A composable adds an extra LayoutNode when it wraps content the caller already had. A composable does NOT add an extra LayoutNode when it builds a self-contained UI element from scratch.

For comparison: Material Button internally is Surface + Row + content text = ~3 nodes. A custom Box + Text button = 2 nodes. Custom is leaner.

7. Key APIs

Animation drivers

• animateColorAsState, animateFloatAsState, animateIntAsState, animateDpAsState, animateOffsetAsState — value-change tweens between two fixed values.
• Animatable<T, V> — manually-driven animation; you call animateTo/snapTo. Use on a Modifier.Node for animation-without-recomposition.
• rememberInfiniteTransition — composable-scoped infinite animation. Use for one-off continuous animation on a single screen; promote to Node if reused.
• animate(initial, target, spec) { v, vel -> ... } — top-level coroutine-friendly animation, used inside Node coroutines.

AnimationSpec for smoothness

• tween(durationMillis, easing) — predictable duration; pair with FastOutSlowInEasing, LinearEasing, EaseInOutCubic.
• spring(dampingRatio, stiffness) — physics-based.
  • Spring.DampingRatioLowBouncy + Spring.StiffnessLow = smooth, deliberate.
• keyframes { ... } — for non-monotonic / multi-step animations.
• infiniteRepeatable(animation, repeatMode) — loop a base spec; RepeatMode.Reverse for ping-pong.

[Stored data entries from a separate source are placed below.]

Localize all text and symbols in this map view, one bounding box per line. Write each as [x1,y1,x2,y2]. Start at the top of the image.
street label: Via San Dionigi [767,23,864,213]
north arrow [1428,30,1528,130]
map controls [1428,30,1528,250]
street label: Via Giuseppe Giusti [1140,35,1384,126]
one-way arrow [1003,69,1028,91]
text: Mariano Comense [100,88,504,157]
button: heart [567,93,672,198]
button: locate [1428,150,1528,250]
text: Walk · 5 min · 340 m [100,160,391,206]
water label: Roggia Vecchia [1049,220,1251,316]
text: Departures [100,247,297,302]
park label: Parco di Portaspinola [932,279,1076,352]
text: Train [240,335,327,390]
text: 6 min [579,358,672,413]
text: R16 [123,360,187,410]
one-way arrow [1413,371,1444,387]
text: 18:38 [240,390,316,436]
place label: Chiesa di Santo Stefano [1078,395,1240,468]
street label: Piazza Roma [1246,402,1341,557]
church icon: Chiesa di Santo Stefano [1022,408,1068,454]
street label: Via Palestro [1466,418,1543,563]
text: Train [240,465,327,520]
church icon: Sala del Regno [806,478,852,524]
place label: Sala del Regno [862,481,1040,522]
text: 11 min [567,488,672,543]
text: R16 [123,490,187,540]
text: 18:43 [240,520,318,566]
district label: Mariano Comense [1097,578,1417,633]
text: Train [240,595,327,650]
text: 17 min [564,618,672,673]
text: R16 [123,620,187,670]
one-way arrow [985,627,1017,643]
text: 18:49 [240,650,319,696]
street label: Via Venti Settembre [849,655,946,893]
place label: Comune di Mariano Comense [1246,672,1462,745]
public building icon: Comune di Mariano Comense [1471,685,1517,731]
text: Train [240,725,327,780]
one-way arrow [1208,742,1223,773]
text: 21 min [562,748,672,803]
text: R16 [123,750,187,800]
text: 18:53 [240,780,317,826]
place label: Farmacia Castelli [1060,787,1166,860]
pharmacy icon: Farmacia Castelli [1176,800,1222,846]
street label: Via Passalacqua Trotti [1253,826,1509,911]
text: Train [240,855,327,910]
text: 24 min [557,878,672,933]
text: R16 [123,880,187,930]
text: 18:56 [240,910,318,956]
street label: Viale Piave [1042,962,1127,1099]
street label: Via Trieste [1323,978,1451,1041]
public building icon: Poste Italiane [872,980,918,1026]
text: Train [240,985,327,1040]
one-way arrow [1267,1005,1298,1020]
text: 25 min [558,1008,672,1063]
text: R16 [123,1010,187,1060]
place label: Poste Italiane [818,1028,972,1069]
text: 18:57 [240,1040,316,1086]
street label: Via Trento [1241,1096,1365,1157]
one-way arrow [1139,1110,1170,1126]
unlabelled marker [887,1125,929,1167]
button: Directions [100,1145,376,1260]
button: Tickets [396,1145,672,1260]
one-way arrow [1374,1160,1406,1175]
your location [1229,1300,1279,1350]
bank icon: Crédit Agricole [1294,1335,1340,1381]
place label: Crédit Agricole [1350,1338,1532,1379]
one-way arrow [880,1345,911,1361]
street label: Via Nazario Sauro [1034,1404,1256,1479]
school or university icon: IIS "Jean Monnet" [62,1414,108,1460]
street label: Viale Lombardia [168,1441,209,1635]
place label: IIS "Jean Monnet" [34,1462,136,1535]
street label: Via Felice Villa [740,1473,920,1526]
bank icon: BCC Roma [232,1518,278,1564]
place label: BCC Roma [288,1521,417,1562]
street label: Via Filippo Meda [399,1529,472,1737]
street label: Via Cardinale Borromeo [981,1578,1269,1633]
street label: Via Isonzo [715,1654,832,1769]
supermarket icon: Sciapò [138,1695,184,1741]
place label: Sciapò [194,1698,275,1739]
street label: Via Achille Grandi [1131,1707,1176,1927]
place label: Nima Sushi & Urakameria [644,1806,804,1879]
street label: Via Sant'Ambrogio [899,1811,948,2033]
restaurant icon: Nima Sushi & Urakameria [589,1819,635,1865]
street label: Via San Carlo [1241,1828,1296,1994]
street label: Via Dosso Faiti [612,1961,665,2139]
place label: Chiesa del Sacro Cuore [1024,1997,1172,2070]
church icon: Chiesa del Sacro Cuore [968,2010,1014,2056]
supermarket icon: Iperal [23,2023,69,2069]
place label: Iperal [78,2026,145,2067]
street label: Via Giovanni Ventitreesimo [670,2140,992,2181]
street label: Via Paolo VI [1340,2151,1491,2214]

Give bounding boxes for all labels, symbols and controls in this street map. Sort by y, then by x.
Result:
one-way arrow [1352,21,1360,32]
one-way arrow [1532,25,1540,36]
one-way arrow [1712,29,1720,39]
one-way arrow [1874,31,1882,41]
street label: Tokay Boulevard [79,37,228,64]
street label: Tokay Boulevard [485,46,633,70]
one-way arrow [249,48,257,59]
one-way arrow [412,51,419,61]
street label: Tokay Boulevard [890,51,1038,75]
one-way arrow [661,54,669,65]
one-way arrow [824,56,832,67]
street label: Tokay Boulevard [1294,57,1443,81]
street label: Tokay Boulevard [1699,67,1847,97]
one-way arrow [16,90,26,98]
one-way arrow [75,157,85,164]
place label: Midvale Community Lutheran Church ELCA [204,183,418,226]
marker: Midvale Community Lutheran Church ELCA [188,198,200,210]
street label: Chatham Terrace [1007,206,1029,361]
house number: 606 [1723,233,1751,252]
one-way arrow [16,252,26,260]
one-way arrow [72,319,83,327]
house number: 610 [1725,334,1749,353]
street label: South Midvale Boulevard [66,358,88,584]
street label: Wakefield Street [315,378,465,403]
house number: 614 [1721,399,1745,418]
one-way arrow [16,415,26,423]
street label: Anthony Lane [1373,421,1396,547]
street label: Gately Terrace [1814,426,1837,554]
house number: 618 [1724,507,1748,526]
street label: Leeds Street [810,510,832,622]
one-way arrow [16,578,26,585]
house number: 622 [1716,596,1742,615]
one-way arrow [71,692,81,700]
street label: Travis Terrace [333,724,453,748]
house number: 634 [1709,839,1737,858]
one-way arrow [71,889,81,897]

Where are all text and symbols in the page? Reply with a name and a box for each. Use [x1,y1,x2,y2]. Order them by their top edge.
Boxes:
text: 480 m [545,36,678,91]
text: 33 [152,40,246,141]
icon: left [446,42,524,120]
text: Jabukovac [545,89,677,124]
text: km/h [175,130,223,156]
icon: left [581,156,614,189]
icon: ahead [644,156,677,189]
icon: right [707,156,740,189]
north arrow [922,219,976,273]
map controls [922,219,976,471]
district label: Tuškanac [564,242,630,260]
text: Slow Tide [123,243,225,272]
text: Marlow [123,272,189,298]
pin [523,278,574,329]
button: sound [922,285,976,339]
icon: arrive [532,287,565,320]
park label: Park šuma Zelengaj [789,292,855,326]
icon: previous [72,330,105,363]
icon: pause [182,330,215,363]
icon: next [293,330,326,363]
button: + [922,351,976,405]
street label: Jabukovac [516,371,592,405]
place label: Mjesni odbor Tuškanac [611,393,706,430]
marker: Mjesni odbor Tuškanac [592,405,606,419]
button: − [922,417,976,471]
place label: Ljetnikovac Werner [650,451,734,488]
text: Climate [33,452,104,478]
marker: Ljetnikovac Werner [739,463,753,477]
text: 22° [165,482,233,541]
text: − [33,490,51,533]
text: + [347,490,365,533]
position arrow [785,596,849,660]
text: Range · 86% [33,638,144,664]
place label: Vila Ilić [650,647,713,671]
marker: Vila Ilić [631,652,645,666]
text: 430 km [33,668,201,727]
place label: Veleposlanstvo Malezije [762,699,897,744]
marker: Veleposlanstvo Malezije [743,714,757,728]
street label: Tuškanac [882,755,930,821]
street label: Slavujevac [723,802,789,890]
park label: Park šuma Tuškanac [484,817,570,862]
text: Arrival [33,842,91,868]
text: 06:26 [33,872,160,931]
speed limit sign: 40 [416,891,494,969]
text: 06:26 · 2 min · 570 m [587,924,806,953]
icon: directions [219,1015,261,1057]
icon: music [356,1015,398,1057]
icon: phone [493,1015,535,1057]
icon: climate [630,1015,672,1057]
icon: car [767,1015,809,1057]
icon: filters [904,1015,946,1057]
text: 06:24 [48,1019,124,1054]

Phase-aware modifier lambdas

• Modifier.drawBehind { drawRect(...) } — draw-phase reads.
• Modifier.drawWithCache { onDrawBehind { ... } } — draw-phase reads with cached setup.
• Modifier.graphicsLayer { translationX = ...; alpha = ... } — draw-phase transforms.
• Modifier.layout { measurable, constraints -> ... } — layout-phase placement.
• Modifier.offset { IntOffset(x, y) } — layout-phase translation.

Drawing on Path

• Path — geometry container; addRoundRect, addOval, lineTo, etc.
• PathMeasure — walk along a path; setPath, length, getSegment(start, end, dest, ...), getPosition(distance), getTangent(distance).

8. Common mistakes

1. Reaching for Modifier.Node for a static gradient border. “Anti-pattern 2 — Node to share a Modifier chain.” Use an extension function over built-ins.
2. Using rememberInfiniteTransition on every list item that needs a continuous animation. Each item allocates its own InfiniteTransition + Animatable. Promote to a Node where the per-item Element is equality-checked and the coroutine is attachment-bound.
3. Reading animated state in @Composable body when the same read could happen in drawBehind { } / graphicsLayer { }. The composition-phase read recomposes the whole subtree per animation frame.
4. Animating background color via Modifier.background(color = animatedColor) — same composition-phase read problem. Use Modifier.drawBehind { drawRect(animatedColor) } instead.
5. Using animateColorAsState inside a Modifier.Node — animate*AsState is @Composable. Inside a Node, use Animatable driven by coroutineScope.launch { animate(...) }.
6. Restarting Node animations from update() unconditionally. Compare the param before restarting (if (node.durationMs != durationMs) etc) — otherwise every recomposition cancels and relaunches your animation.
7. Forgetting onDetach cleanup for Node coroutines. coroutineScope auto-cancels, but explicit job?.cancel() guards detach/reattach races.
8. Confusing the wrapper-vs-component case — assuming every composable that emits a Box adds an extra LayoutNode. The rule applies only to wrappers around pre-existing content.

9. Best practices

• Match the animation category to the right tool:
  • Value change → animate*AsState
  • Triggered, one-off → Animatable + LaunchedEffect, or Node if reused
  • Continuous → Node
  • Static → built-in extension
• For any animated value, push the read down a phase. State read in @Composable body → invalidates composition. Move to drawBehind/graphicsLayer/layout lambdas.
• graphicsLayer { } is the default for visual transforms (translation, rotation, scale, alpha). Cheapest phase, no relayout.
• drawBehind { } is the default for animated backgrounds/borders/colors. Reads animated colors without recomposing.
• For continuous animations in lists, always promote to a Node. The lifecycle (attachment-bound) is correct by default and Element equality gives free skipping.
• For smooth feel, prefer tween(durationMillis, easing = FastOutSlowInEasing) over the default spring(). Springs are tight; tweens give you control.
• For static gradients / shapes / decorations, return a plain Modifier chain from an extension function. Never wrap in a Node.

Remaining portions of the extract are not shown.